Playing with Go: Embarrassingly Parallel Scripts

I recently needed to take a list of domain and find which ones point to a specific IP address. For a small list, say less than 10, manually running dig in the console would work great, but this list had almost 800 domains so I needed a script. As domain lookup is a network request and thus very slow, setting up the domain requests in parallel made sense. I could easily just do this in Ruby, my language du-jour, but I’ve done this type of thread work before and frankly it can be tedious to set up, fragile, and still won’t have access to all of my system’s resources due to the GVL1. I’ve been keeping an eye on Google’s Go for some time now and decided to see how it handled this problem.

I’ve been intrigued by Go since it was originally announced about three years ago.

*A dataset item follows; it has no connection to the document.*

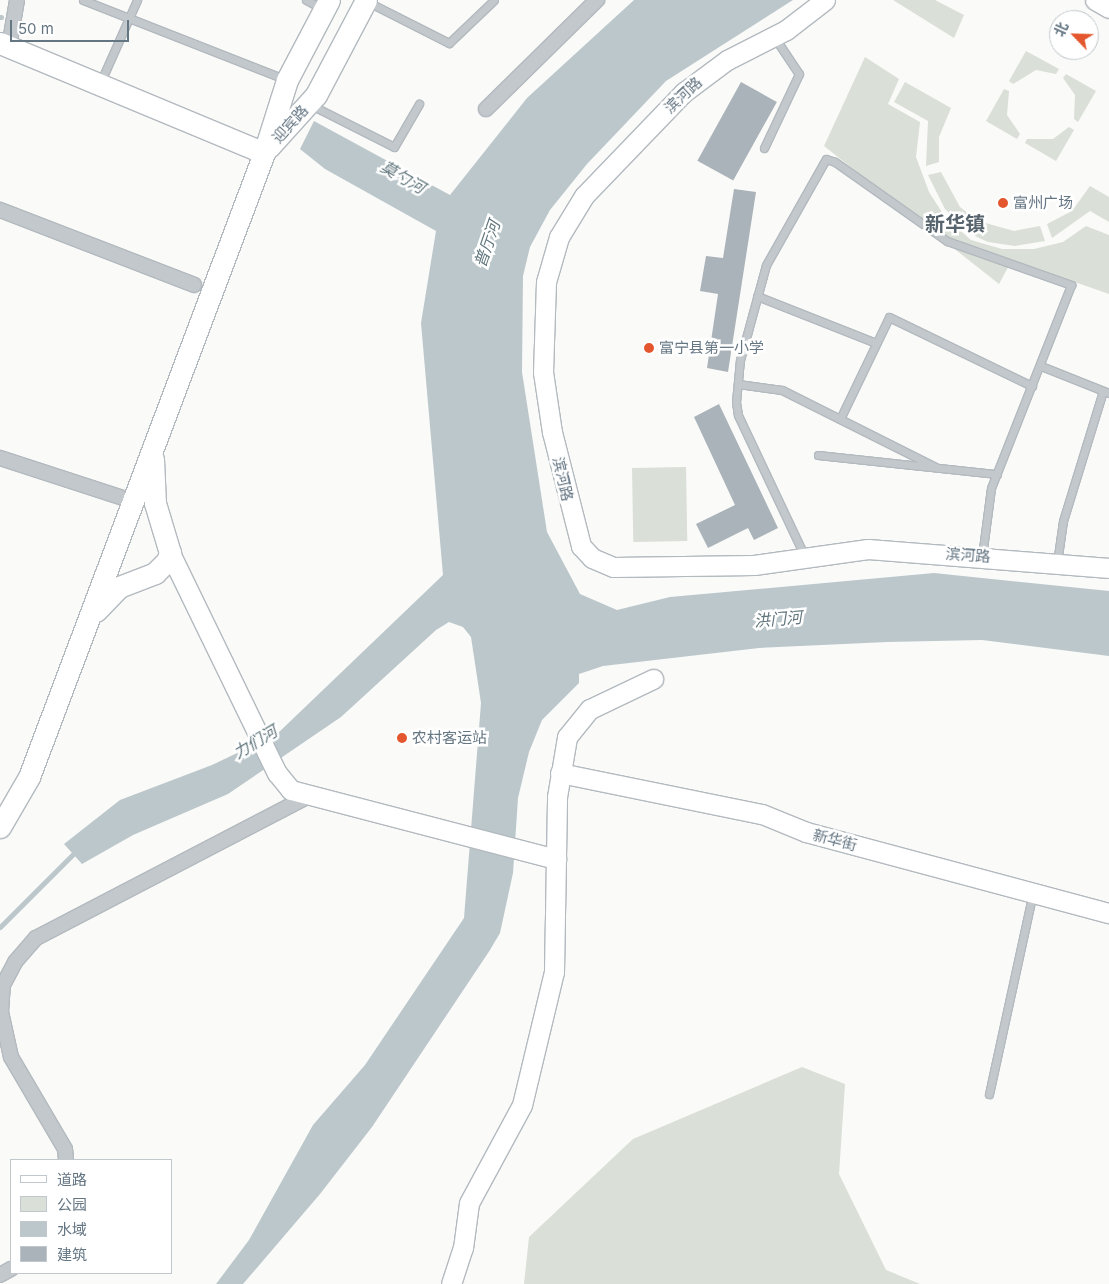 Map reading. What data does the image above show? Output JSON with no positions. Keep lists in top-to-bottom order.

Here was a compiled, fast, light-weight, low level language with many of the features we take for granted these days, such as garbage collection, while also adding on a very sophisticated concurrency model similar to what’s found in Erlang: very lightweight internal processes managed by the runtime. Sounds like a perfect fit for my requirements.

The code I ended up with is here: https://gist.github.com/4170926. For the sake of comparisons I built a sequential version of the script as well as the parallel version and added timings for running both scripts against the full list of domains.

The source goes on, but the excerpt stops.